▶ _What you are asked to do_: An exact reproduction of the listing is wanted, with the pictures dropped.
○ ○ ○
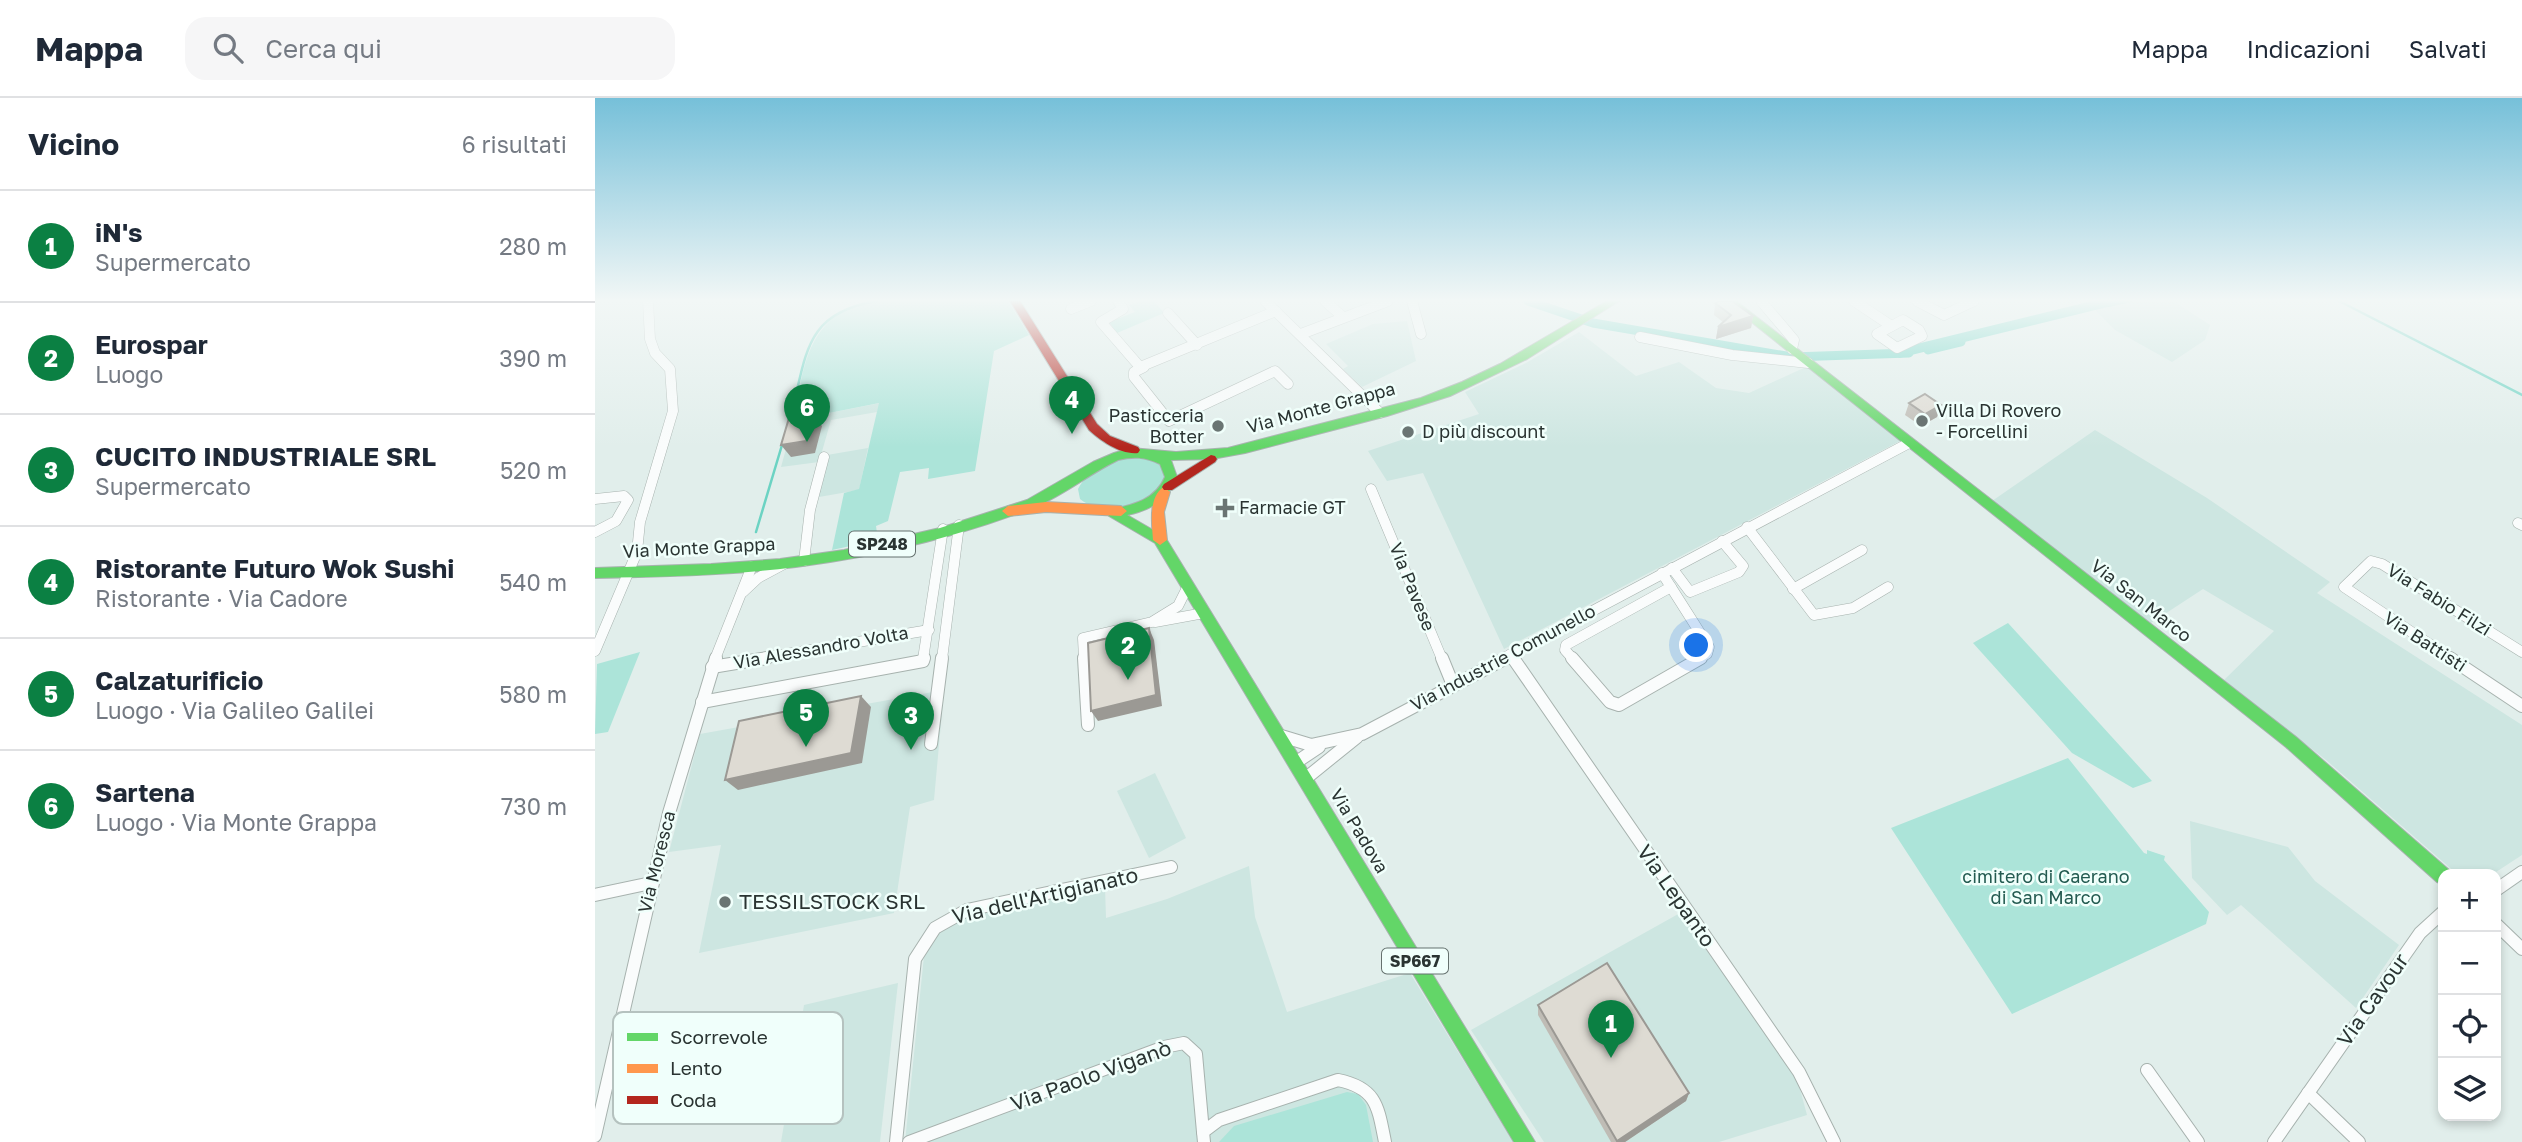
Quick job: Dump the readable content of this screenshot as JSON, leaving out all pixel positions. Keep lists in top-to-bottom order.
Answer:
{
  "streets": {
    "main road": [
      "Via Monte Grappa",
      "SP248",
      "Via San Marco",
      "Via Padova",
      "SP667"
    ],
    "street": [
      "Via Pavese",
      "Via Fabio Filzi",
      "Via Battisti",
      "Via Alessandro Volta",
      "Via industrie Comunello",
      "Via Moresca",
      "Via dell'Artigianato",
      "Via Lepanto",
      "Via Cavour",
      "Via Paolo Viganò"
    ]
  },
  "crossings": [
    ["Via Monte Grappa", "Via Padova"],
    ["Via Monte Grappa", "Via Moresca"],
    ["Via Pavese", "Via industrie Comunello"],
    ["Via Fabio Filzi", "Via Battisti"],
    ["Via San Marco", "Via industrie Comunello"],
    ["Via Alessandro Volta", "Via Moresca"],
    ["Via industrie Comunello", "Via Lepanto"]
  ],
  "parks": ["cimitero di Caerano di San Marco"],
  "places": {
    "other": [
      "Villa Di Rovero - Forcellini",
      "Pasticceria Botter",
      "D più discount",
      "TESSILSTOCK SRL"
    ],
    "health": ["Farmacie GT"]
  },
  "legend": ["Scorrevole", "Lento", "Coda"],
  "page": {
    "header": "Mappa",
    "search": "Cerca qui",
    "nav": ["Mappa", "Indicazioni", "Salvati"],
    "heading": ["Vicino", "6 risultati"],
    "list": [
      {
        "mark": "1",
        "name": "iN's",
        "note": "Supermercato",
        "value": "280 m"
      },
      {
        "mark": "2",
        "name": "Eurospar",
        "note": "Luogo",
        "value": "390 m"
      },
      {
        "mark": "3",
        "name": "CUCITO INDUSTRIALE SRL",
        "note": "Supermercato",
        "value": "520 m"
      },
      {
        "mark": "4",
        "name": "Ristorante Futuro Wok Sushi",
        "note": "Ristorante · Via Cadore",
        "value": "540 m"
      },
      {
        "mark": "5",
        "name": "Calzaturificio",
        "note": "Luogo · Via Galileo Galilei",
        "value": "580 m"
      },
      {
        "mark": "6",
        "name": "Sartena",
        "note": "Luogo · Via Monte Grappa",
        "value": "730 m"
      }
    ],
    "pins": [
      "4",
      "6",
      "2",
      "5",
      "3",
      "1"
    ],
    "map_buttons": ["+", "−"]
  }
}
○ ○ ○
▶ _The completed task_:
Quick job: Dump the readable content of this screenshot as JSON, leaving out all pixel positions. Keep lists in top-to-bottom order.
Answer:
{
  "streets": {
    "main road": [
      "Via Monte Grappa",
      "SP248",
      "Via San Marco",
      "Via Padova",
      "SP667"
    ],
    "street": [
      "Via Pavese",
      "Via Fabio Filzi",
      "Via Battisti",
      "Via Alessandro Volta",
      "Via industrie Comunello",
      "Via Moresca",
      "Via dell'Artigianato",
      "Via Lepanto",
      "Via Cavour",
      "Via Paolo Viganò"
    ]
  },
  "crossings": [
    ["Via Monte Grappa", "Via Padova"],
    ["Via Monte Grappa", "Via Moresca"],
    ["Via Pavese", "Via industrie Comunello"],
    ["Via Fabio Filzi", "Via Battisti"],
    ["Via San Marco", "Via industrie Comunello"],
    ["Via Alessandro Volta", "Via Moresca"],
    ["Via industrie Comunello", "Via Lepanto"]
  ],
  "parks": ["cimitero di Caerano di San Marco"],
  "places": {
    "other": [
      "Villa Di Rovero - Forcellini",
      "Pasticceria Botter",
      "D più discount",
      "TESSILSTOCK SRL"
    ],
    "health": ["Farmacie GT"]
  },
  "legend": ["Scorrevole", "Lento", "Coda"],
  "page": {
    "header": "Mappa",
    "search": "Cerca qui",
    "nav": ["Mappa", "Indicazioni", "Salvati"],
    "heading": ["Vicino", "6 risultati"],
    "list": [
      {
        "mark": "1",
        "name": "iN's",
        "note": "Supermercato",
        "value": "280 m"
      },
      {
        "mark": "2",
        "name": "Eurospar",
        "note": "Luogo",
        "value": "390 m"
      },
      {
        "mark": "3",
        "name": "CUCITO INDUSTRIALE SRL",
        "note": "Supermercato",
        "value": "520 m"
      },
      {
        "mark": "4",
        "name": "Ristorante Futuro Wok Sushi",
        "note": "Ristorante · Via Cadore",
        "value": "540 m"
      },
      {
        "mark": "5",
        "name": "Calzaturificio",
        "note": "Luogo · Via Galileo Galilei",
        "value": "580 m"
      },
      {
        "mark": "6",
        "name": "Sartena",
        "note": "Luogo · Via Monte Grappa",
        "value": "730 m"
      }
    ],
    "pins": [
      "4",
      "6",
      "2",
      "5",
      "3",
      "1"
    ],
    "map_buttons": ["+", "−"]
  }
}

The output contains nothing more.